[Stored data entries]
┌──

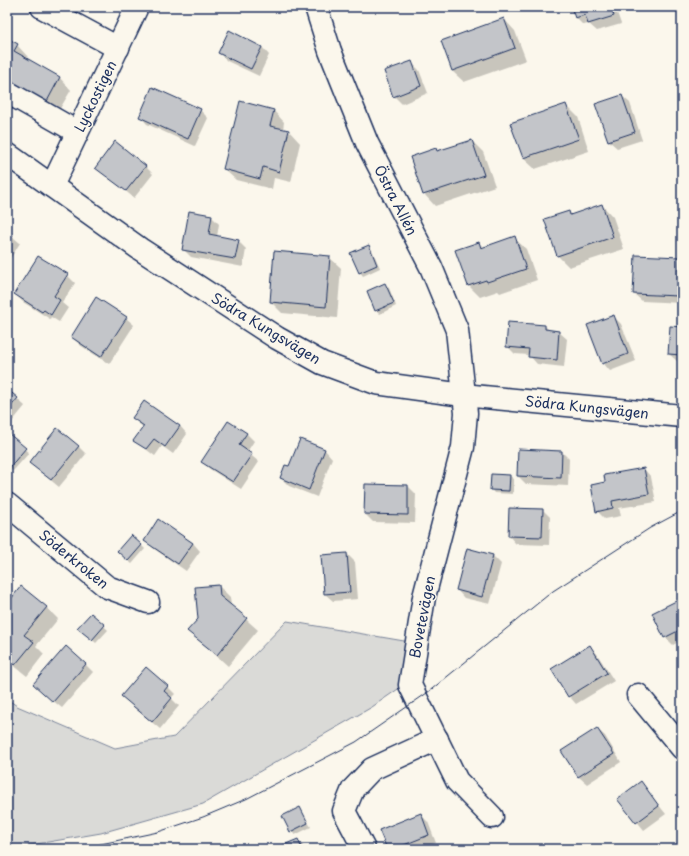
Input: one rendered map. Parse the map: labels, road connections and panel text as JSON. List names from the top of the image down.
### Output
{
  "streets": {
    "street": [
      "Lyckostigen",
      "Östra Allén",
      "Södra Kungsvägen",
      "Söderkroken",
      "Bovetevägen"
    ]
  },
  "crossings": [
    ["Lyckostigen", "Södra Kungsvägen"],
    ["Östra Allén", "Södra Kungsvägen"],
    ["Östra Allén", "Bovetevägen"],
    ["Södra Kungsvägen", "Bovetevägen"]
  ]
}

└──

■ **Goal of the exercise**:
The copy must match each record exactly, apart from the images, which stay out.

■ **Written response**:
Input: one rendered map. Parse the map: labels, road connections and panel text as JSON. List names from the top of the image down.
### Output
{
  "streets": {
    "street": [
      "Lyckostigen",
      "Östra Allén",
      "Södra Kungsvägen",
      "Söderkroken",
      "Bovetevägen"
    ]
  },
  "crossings": [
    ["Lyckostigen", "Södra Kungsvägen"],
    ["Östra Allén", "Södra Kungsvägen"],
    ["Östra Allén", "Bovetevägen"],
    ["Södra Kungsvägen", "Bovetevägen"]
  ]
}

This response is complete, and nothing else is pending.